What is expected:
Examine each line of the data. Copy the line if it includes the word "names".

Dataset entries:
* * * * * * *

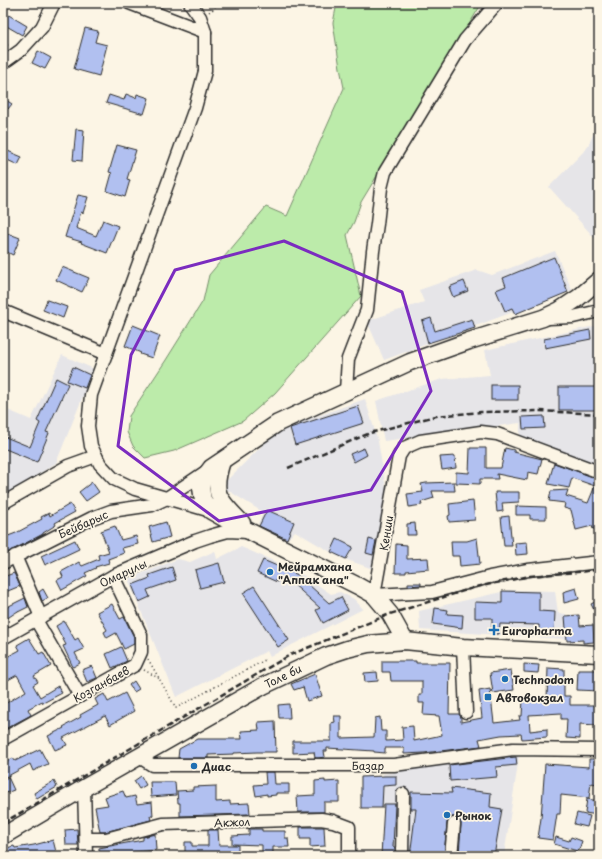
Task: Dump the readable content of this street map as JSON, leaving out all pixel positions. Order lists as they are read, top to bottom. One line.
{"streets":{"main road":["Толе би"],"street":["Бейбарыс","Кенши","Омарулы","Козганбаев","Базар","Акжол"]},"crossings":[["Омарулы","Козганбаев"],["Толе би","Базар"]],"places":{"other":["Мейрамхана \"Аппак ана\"","Technodom","Диас","Рынок"],"health":["Europharma"],"transit":["Автовокзал"]}}
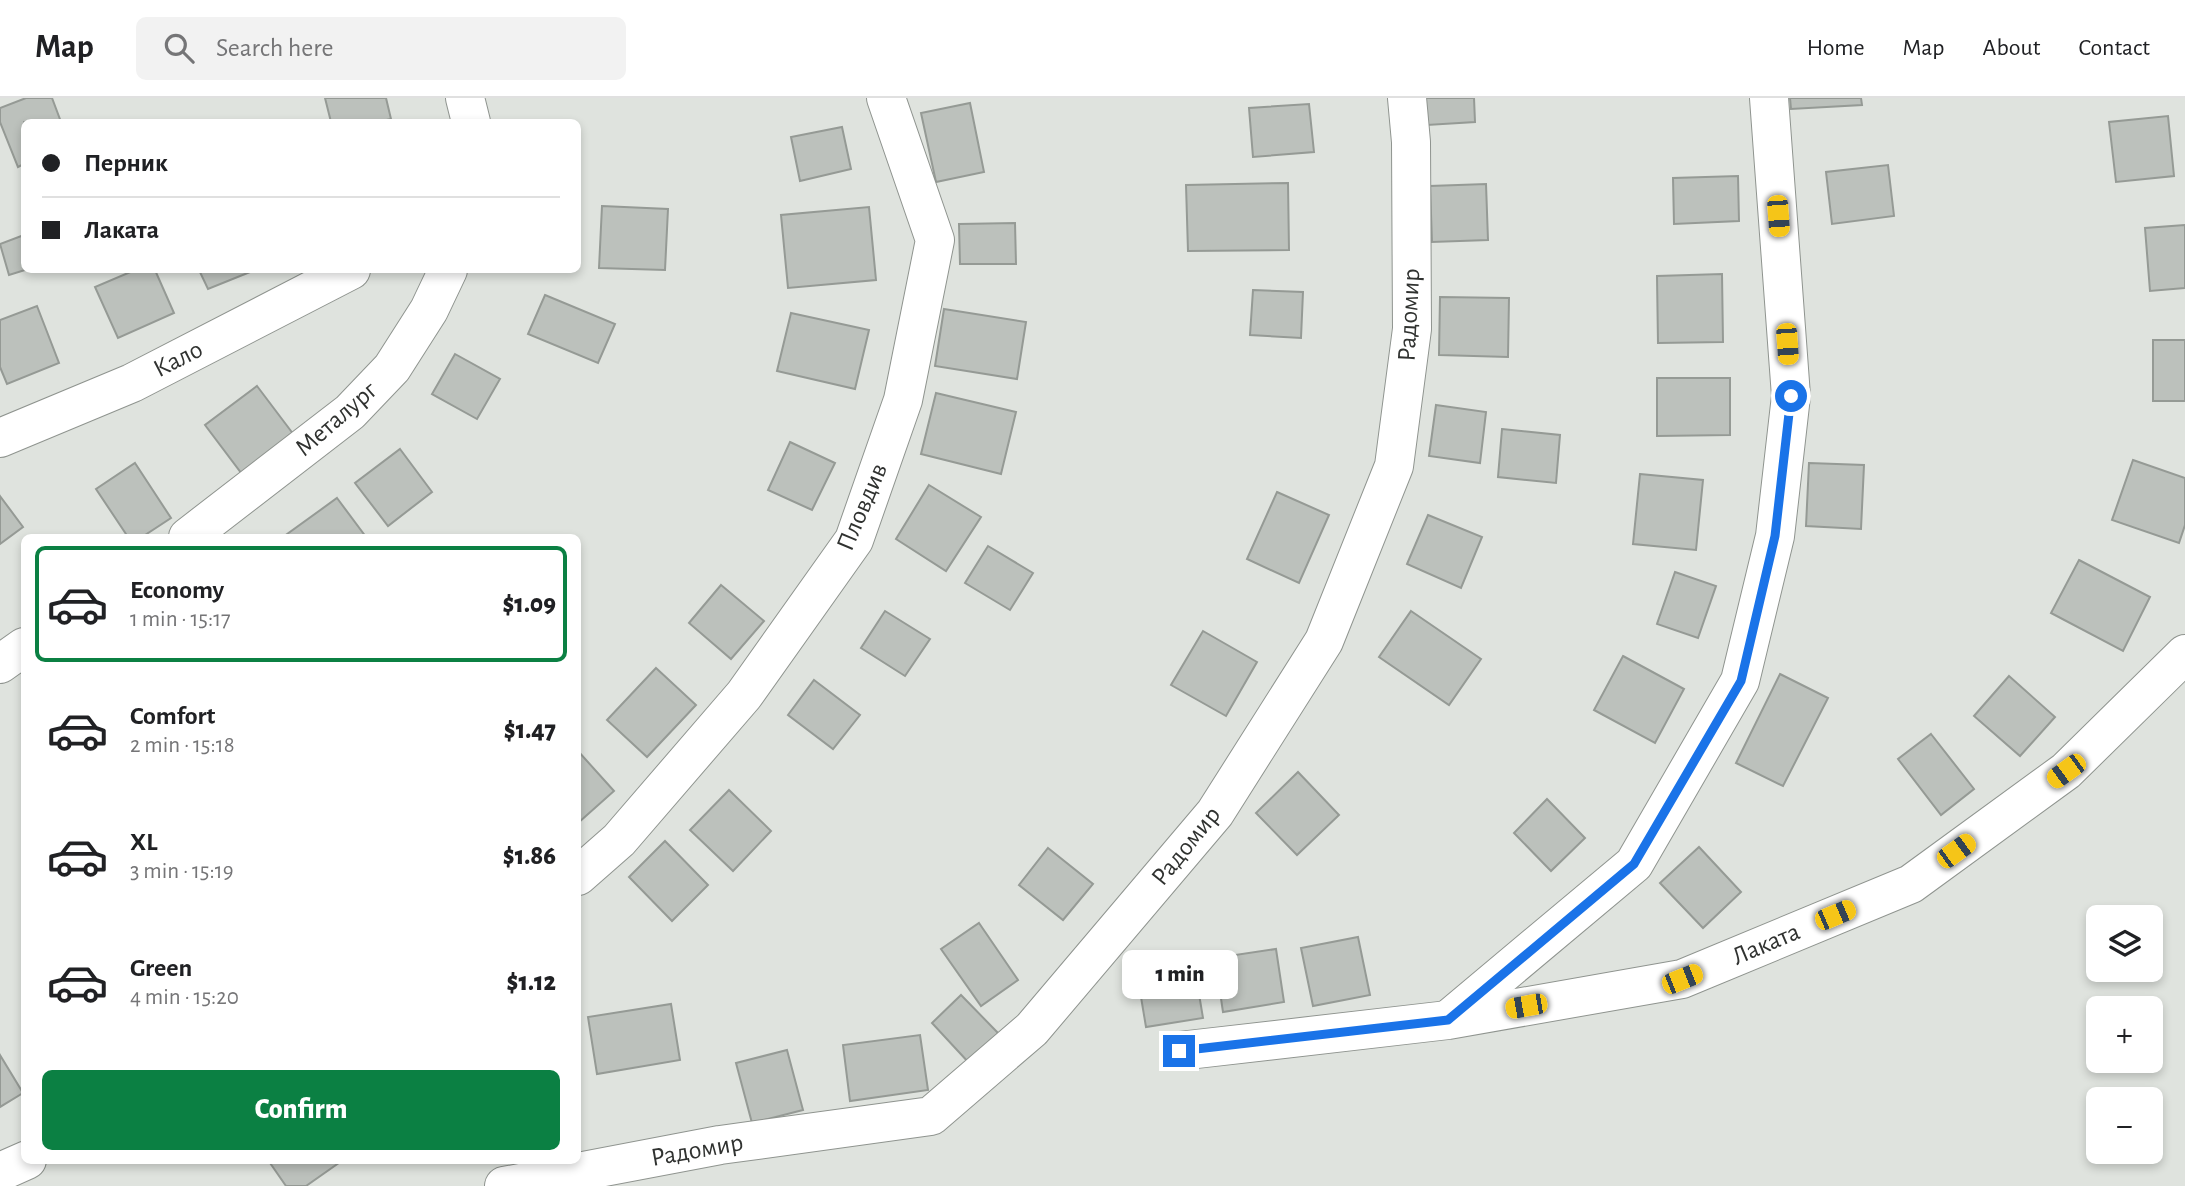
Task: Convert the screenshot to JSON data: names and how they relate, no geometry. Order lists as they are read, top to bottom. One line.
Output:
{"streets":{"street":["Радомир","Кало","Металург","Пловдив","Лаката"]},"page":{"header":"Map","search":"Search here","nav":["Home","Map","About","Contact"],"banner":["Перник","Лаката"],"list":[{"name":"Economy","note":"1 min · 15:17","value":"$1.09"},{"name":"Comfort","note":"2 min · 15:18","value":"$1.47"},{"name":"XL","note":"3 min · 15:19","value":"$1.86"},{"name":"Green","note":"4 min · 15:20","value":"$1.12"}],"map_buttons":["+","−"],"bubble":"1 min","buttons":"Confirm"}}
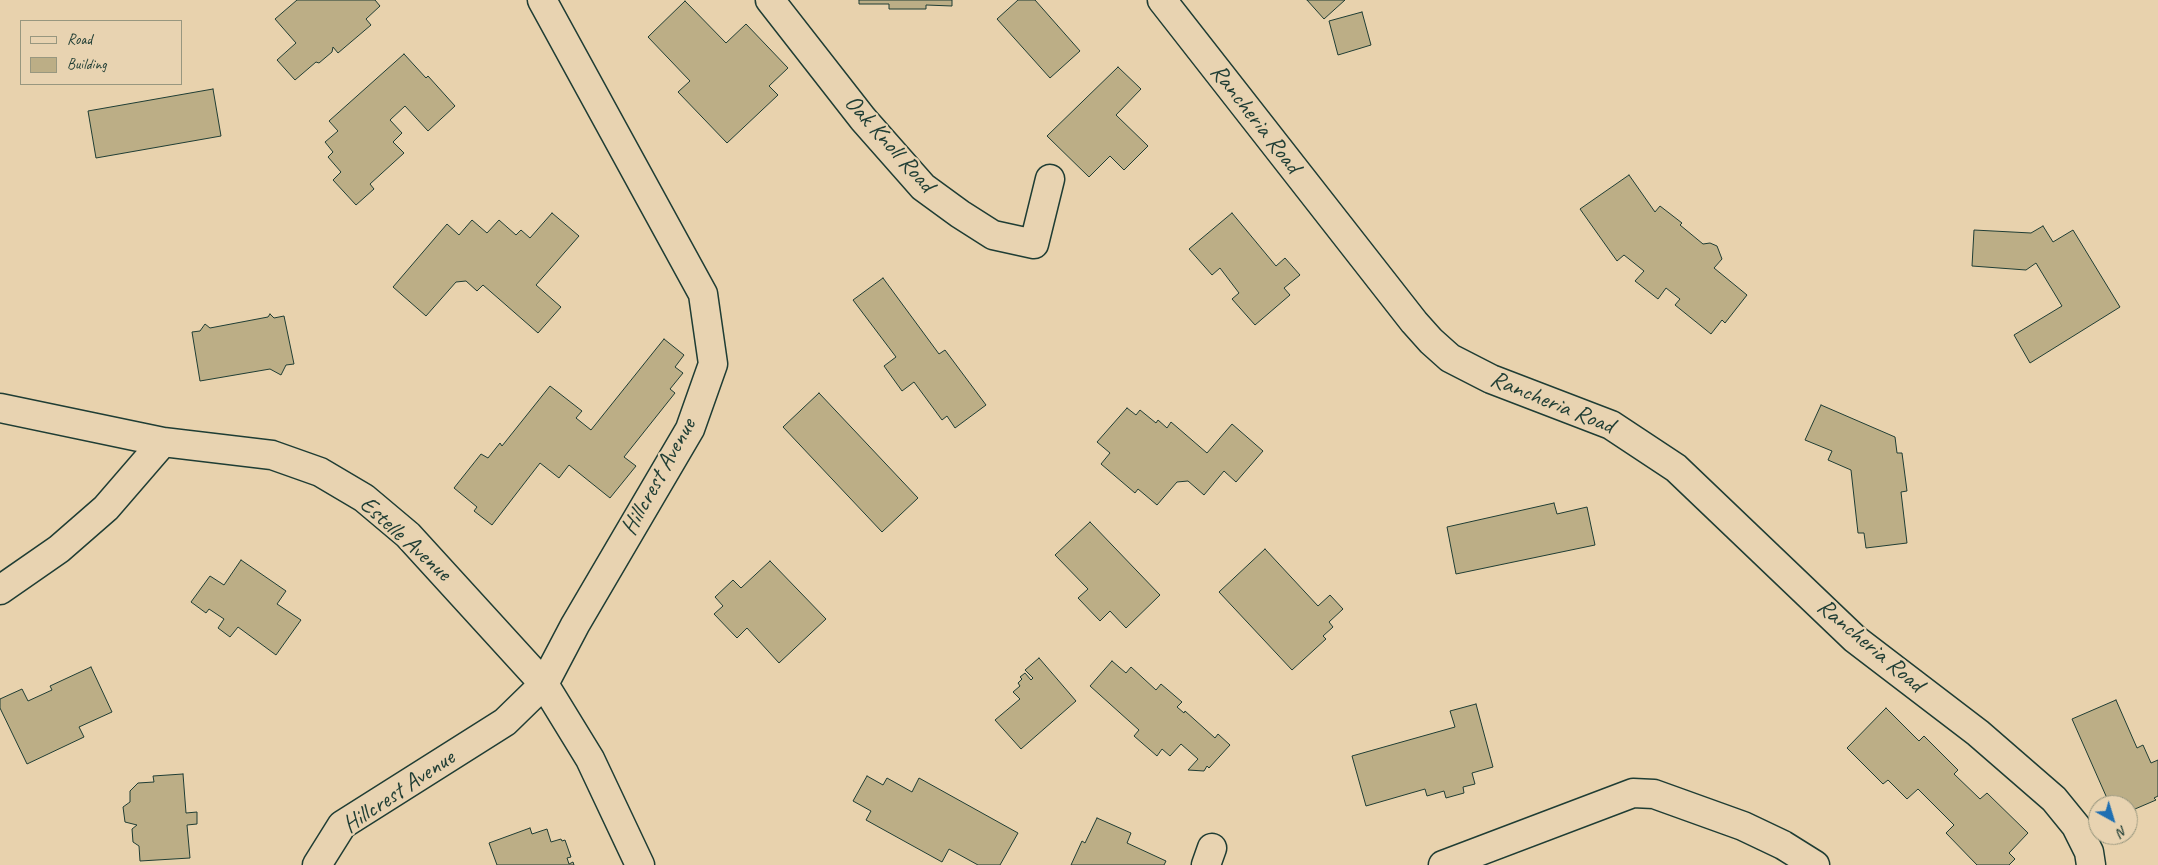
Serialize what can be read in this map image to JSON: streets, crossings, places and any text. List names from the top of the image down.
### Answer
{
  "streets": {
    "street": [
      "Rancheria Road",
      "Oak Knoll Road",
      "Hillcrest Avenue",
      "Estelle Avenue"
    ]
  },
  "crossings": [
    ["Hillcrest Avenue", "Estelle Avenue"]
  ],
  "legend": ["Road", "Building"],
  "north": "bottom right"
}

* * * * * * *

Written solution:
Task: Convert the screenshot to JSON data: names and how they relate, no geometry. Order lists as they are read, top to bottom. One line.
Serialize what can be read in this map image to JSON: streets, crossings, places and any text. List names from the top of the image down.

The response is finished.